Pan Sławomir Nowak, szef sztabu wyborczego Bronisława „Pyry” Komorowskiego stara się jak może, aby przykryć kolejne wpadki swojego pryncypała. W jednym z programów telewizyjnych przekonywał widzów, że nie wypada mu komentować ludzi, przed którymi powinien chylić czoła. Odnosił się w ten sposób do słynnego już spotkania wrzeszczących staruszków, którzy w niewybredny sposób określali kandydata PiS na prezydenta Jarosława Kaczyńskiego.



Pan Sławomir Nowak nawoływał do wrzucenia na luz, określając wypowiedzi autorytetów PO jako ‘kontrowersyjne”. Wypowiedzi Andrzeja Wajdy i Marka Majewskiego trudno nazwać kontrowersyjnymi. Kwalifikują się po prostu do sądu za publiczne oszczerstwo i naruszanie dóbr osobistych, bo jak inaczej ocenić obraźliwe teksty satyryka o „psychopacie” i publicznym kłamstwie reżysera na temat rzekomego kazania księdza, którego nie było? Czy Andrzej Wajda odniesie się do oświadczenia kurii przemyskiej w tej sprawie? Nie sądzę. Ponieważ wszystko wskazuje na to, że ponad fakty, autorytety cenią bardziej swoje rozbuchane do granic przyzwoitości emocje. "Więcej luzu" panie Jarosławie! "Wiecej luzu" kurio przemyska!

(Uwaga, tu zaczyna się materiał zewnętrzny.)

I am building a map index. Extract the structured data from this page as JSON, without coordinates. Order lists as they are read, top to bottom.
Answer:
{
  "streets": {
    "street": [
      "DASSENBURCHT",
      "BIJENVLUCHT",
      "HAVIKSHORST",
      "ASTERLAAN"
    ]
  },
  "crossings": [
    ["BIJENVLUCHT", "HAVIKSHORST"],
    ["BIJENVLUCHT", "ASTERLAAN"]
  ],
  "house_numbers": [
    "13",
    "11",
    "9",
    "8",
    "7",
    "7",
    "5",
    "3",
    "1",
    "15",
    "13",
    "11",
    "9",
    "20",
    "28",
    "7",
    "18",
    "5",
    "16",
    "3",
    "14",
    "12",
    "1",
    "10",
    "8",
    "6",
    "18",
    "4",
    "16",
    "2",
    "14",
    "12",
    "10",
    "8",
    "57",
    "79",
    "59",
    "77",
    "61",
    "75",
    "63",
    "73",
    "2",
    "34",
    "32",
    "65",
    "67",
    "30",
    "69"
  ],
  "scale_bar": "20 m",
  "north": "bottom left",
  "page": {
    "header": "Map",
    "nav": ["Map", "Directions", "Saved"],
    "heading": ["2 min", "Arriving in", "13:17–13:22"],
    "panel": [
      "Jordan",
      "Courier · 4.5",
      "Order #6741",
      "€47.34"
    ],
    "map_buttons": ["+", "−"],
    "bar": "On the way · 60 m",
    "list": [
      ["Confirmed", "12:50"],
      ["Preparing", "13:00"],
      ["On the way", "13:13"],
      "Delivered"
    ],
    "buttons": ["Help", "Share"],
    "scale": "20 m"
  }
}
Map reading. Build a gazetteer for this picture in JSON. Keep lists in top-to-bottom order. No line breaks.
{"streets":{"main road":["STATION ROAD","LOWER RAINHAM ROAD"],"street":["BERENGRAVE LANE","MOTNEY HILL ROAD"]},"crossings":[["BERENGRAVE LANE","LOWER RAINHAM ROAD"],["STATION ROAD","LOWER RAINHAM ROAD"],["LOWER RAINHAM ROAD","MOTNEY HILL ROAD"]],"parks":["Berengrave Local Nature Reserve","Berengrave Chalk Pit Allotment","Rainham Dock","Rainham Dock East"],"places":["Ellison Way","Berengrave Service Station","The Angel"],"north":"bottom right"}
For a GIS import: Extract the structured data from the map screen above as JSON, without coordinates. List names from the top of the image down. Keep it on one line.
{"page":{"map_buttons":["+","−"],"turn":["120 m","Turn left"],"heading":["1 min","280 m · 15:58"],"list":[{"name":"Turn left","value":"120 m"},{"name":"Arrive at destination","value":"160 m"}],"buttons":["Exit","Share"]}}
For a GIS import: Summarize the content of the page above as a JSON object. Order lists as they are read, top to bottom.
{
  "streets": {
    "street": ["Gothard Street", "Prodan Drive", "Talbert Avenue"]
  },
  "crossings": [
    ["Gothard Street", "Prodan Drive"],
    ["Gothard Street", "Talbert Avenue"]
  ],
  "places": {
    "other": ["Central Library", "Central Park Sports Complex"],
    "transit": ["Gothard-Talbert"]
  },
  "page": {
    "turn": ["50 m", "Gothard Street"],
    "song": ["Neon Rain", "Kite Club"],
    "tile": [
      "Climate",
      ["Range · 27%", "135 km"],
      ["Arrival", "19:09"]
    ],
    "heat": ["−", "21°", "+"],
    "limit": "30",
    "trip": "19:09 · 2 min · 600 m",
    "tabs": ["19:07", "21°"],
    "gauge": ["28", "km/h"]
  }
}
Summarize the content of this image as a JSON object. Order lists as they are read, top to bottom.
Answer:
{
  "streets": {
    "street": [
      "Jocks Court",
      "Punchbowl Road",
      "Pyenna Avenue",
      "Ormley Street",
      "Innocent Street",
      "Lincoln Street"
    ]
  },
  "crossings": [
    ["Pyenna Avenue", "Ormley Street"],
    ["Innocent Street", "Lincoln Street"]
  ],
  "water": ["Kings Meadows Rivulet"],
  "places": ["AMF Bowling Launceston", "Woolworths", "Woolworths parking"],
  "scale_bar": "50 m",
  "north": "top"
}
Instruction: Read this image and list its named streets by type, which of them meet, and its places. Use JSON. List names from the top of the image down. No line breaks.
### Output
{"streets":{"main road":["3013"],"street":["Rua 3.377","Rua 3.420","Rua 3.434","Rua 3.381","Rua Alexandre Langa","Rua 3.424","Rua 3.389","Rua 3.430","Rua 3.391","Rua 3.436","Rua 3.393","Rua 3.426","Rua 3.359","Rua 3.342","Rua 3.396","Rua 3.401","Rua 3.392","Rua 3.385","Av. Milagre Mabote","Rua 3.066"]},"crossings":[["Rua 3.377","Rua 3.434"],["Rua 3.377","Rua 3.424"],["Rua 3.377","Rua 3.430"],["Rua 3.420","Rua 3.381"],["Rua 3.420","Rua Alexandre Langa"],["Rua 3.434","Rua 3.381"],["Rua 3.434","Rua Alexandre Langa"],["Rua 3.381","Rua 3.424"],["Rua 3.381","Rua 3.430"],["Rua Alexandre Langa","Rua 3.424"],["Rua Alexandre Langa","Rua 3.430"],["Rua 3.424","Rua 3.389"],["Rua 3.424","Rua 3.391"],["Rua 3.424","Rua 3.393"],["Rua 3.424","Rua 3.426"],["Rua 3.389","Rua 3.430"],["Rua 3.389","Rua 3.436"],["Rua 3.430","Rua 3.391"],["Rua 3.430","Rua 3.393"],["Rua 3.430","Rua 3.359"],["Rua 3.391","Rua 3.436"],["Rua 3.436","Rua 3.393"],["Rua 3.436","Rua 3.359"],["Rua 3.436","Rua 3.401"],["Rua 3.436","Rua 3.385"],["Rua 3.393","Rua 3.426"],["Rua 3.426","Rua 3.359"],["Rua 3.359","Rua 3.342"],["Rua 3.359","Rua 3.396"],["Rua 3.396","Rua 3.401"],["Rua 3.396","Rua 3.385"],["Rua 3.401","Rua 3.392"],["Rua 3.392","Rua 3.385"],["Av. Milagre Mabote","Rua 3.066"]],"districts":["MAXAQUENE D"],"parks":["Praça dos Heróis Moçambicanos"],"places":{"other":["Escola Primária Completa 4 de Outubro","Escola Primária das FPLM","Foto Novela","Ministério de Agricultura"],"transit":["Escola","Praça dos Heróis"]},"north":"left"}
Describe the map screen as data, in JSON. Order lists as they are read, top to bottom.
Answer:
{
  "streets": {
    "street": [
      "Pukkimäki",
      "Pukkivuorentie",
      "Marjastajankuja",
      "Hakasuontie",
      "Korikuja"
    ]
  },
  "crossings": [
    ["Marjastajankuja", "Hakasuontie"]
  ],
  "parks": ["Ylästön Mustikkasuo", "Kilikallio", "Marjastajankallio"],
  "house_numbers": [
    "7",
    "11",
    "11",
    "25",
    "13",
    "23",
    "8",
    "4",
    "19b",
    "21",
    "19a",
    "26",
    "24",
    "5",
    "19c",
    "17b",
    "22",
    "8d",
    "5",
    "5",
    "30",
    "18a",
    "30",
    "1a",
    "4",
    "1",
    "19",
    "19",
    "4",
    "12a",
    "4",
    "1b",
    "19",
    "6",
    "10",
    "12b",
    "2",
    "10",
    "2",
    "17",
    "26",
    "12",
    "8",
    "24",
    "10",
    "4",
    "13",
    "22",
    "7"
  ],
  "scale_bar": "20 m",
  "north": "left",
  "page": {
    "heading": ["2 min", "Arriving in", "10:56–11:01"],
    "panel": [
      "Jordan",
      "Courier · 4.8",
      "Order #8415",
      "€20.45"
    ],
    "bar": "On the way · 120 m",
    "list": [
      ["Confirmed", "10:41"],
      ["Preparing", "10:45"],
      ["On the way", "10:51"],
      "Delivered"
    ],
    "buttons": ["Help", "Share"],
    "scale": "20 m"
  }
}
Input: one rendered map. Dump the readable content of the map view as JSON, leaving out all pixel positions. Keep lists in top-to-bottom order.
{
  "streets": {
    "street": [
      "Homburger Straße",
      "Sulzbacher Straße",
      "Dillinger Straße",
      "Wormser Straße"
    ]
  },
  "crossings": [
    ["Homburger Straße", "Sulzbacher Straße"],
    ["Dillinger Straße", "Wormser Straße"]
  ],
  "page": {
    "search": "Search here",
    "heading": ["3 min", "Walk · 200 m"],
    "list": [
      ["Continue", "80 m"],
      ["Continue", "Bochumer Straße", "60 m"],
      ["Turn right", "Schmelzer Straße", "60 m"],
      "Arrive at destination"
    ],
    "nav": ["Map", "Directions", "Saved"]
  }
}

Szkoda klawiatury dla ludzi, którzy swoim dorobkiem artystycznym czy wieloletnim więzieniem chcą usprawiedliwić zachowanie, które nie przystoi zwykłemu człowiekowi. Autor słów „warto być przyzwoitym” już wielokrotnie udowodnił, że nie potrafi sprostać tej prostej zasadzie. Swoimi wypowiedziami panowie Bartoszewski, Wajda, Majewski, a wcześniej Kutz i Niesiołowski stawiają się w jednym szeregu z Januszem Palikotem, filozofem Platformy Obywatelskiej. Chciałoby się powiedzieć, jaka partia, taki filozof. Jaka filozofia, taka retoryka.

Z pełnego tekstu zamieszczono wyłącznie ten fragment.